9 Antworten zu “Bettnässer

  1. Deine Ideen klingen schon mal super! Ich habe noch nie Löwenzahn gekostet, weiß aber, dass er eben wie der Radicchio recht bitter sein soll, daher kann ich ihn mir gebraten mit einem Spritzer Zitronensaft sehr gut vorstellen, oder eben als Salat. Barbara hat ihn unter ihre Nudeln gemischt, da bräuchtest du aber wieder noch ein paar andere Wildkräuter – http://barbaras-spielwiese.blogspot.com/2007/07/lachs-nudeln-mit-wildkrutern.html

  2. Danke Bulgariana für den Link, die Barbara’s Pasta sieht sehr köstlich aus (übrigens spechtel ich in dem Blog auch immer gerne herum). Der Unterschied zu Barbaras Löwenzahn und meinem besteht,es ist kein junger, kleiner feiner, sondern eine große Staude (Du kannst das Bild vergrößern. Im Hintergrund sind kleine Artischocken als Größenvergleich).
    Ich habe mich dazu entschlossen, einen Teil als Risotto zu machen – Bericht folgt. Den anderen Teil, das sind primär die grünen Blätter, werde ich als Gemüse kurz anbraten.

  3. Pingback: Risotto mit Löwenzahn « Entegutallesgut

  4. also aus den Blüten machte meine Goli immer Honig. Ich bekam als Lohn etwas Geld und ein Glas davon, wenn ich die Blütenköpfe pflückte

  5. Ich kenne Löwenzahn nur als „Röhrlsalat“, aber da verwendet man auch nur die ganz jungen, kleinen Blätter -oder eben als Löwenzahnhonig, bei dem die Blüten ähnlich den Maiwipferl angesetzt werden. Der Rest wurde/wird an Hasen, Schweindl und Kühe verfüttert oder so 🙂

  6. @weltbeobachterin: Ist Goli die Godl?
    @Gerlinde: grunz! Es ist so schön ein Schwein zu sein.

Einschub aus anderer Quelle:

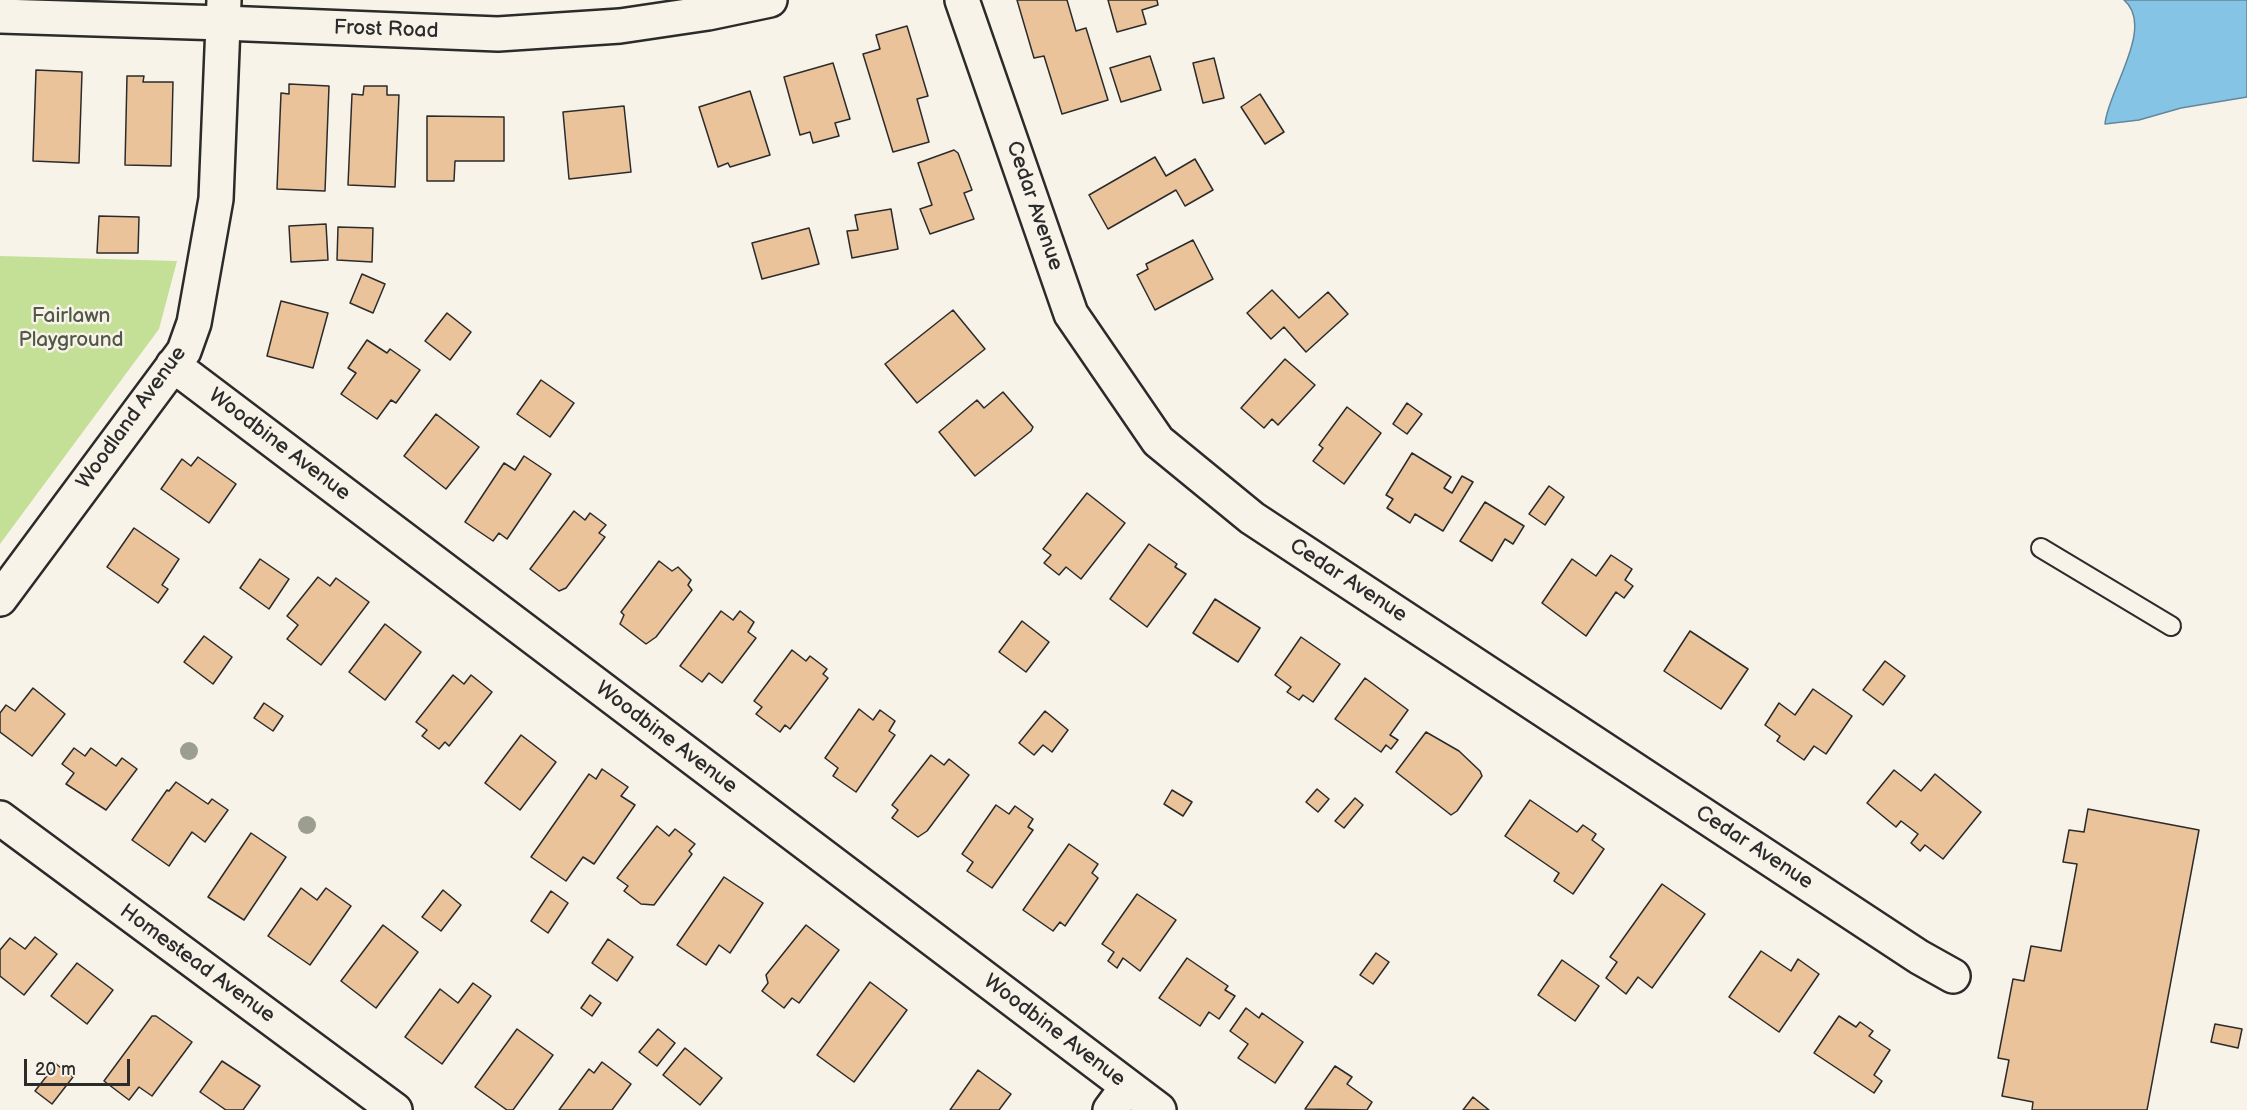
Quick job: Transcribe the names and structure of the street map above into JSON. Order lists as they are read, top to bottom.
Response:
{
  "streets": {
    "street": [
      "Frost Road",
      "Cedar Avenue",
      "Woodland Avenue",
      "Woodbine Avenue",
      "Homestead Avenue"
    ]
  },
  "crossings": [
    ["Frost Road", "Woodland Avenue"],
    ["Woodland Avenue", "Woodbine Avenue"]
  ],
  "parks": ["Fairlawn Playground"],
  "scale_bar": "20 m"
}
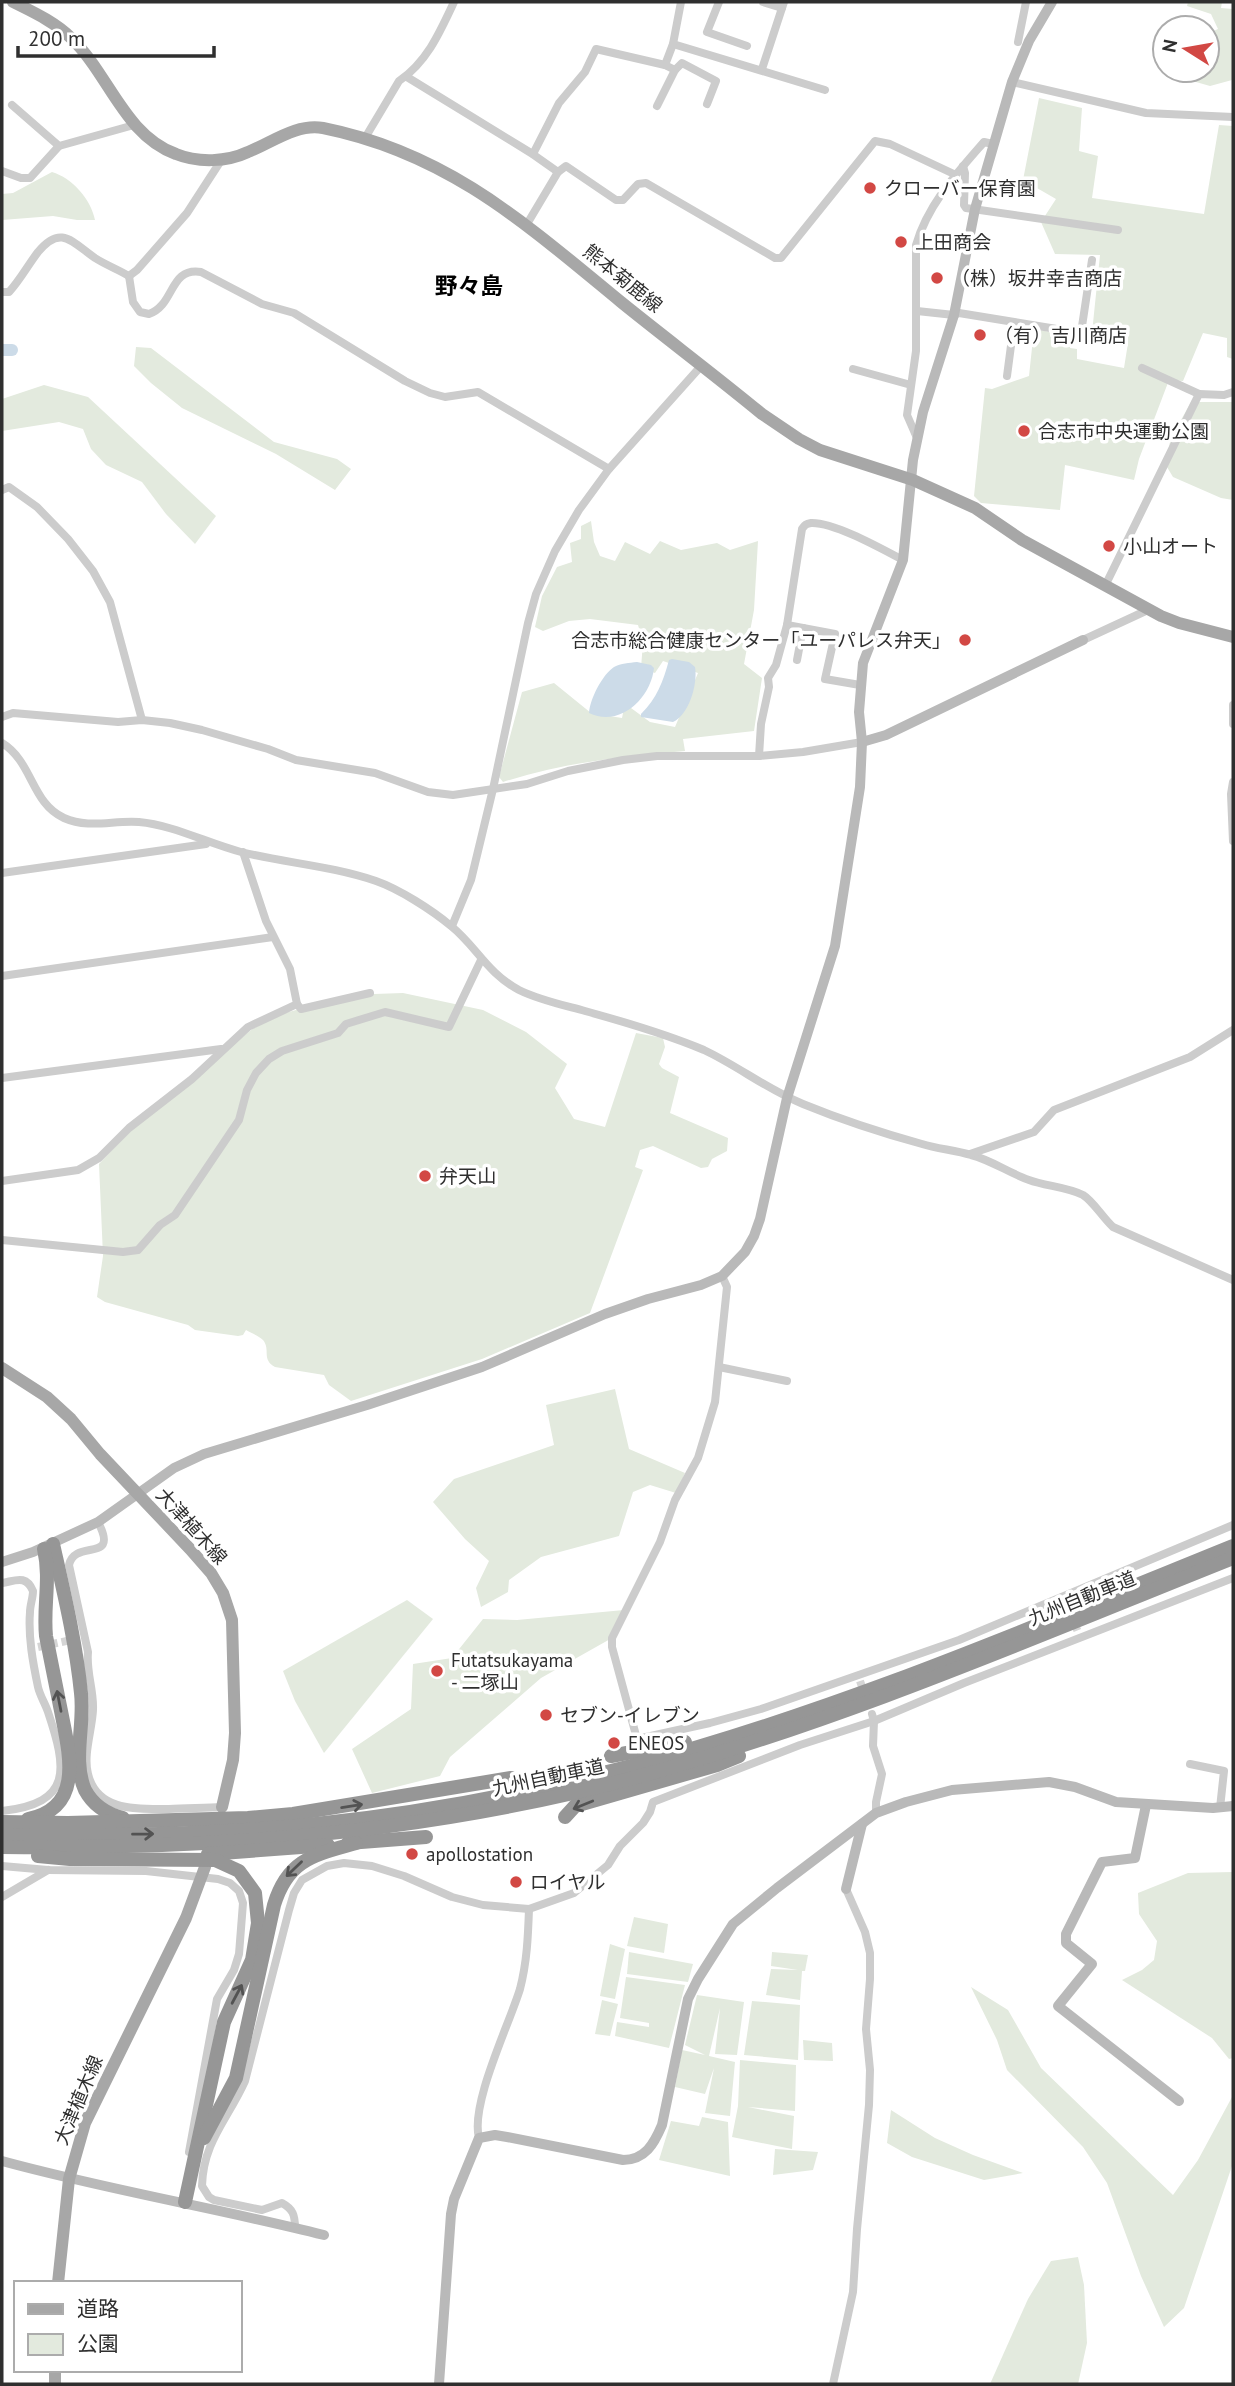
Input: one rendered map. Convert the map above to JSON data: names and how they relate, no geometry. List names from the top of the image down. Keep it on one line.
{"streets":{"highway":["九州自動車道"],"main road":["熊本菊鹿線","大津植木線"]},"districts":["野々島"],"places":["クローバー保育園","上田商会","（株）坂井幸吉商店","（有）吉川商店","合志市中央運動公園","小山オート","合志市総合健康センター「ユーパレス弁天」","弁天山","Futatsukayama - 二塚山","セブン-イレブン","ENEOS","apollostation","ロイヤル"],"legend":["道路","公園"],"scale_bar":"200 m","north":"left"}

    Ihr gebt mir eindeutig zu verstehen, ich soll den hundsordinären Löwenzahn den Tieren nicht wegessen. ;-D

  7. catalogna – Danke, du bist der Retter des Löwenzahns!
    Die Bezeichnung habe ich nirgendwo gefunden und deswegen auch keine Rezepte.

  8. Sascha

    Komm doch einfach mal im Frühling ins Saarland. Da der Piss en lits meist aus dem Elsass kommt und das Saarland eine Affinität zu den Nachbarn in Frankreich hat, gehört er im Saarland im Frühling auf den Tisch. Wir lieben Ihn. Der lange gelbstilige Kulturlöwenzahn ist weniger bitter. Wir holen ihn aber auch von den Wiesen der Umgebung. Dort spitzt er dann gelb aus den Maulwurfshaufen heraus. Wird gründlich geputzt und mit einer sehr sauren Essig/Öl Sosse mit gekochten Eiern und gebratenen Speckwürfeln serviert. Der noch heisse Speck wird direkt in die Vinegrette geschüttet und und der Salat damit übergossen. Somit ist die Sosse noch lauwarm. Und dann das ganze mit knusprigen Bratkartoffeln und einem kühlen Bier.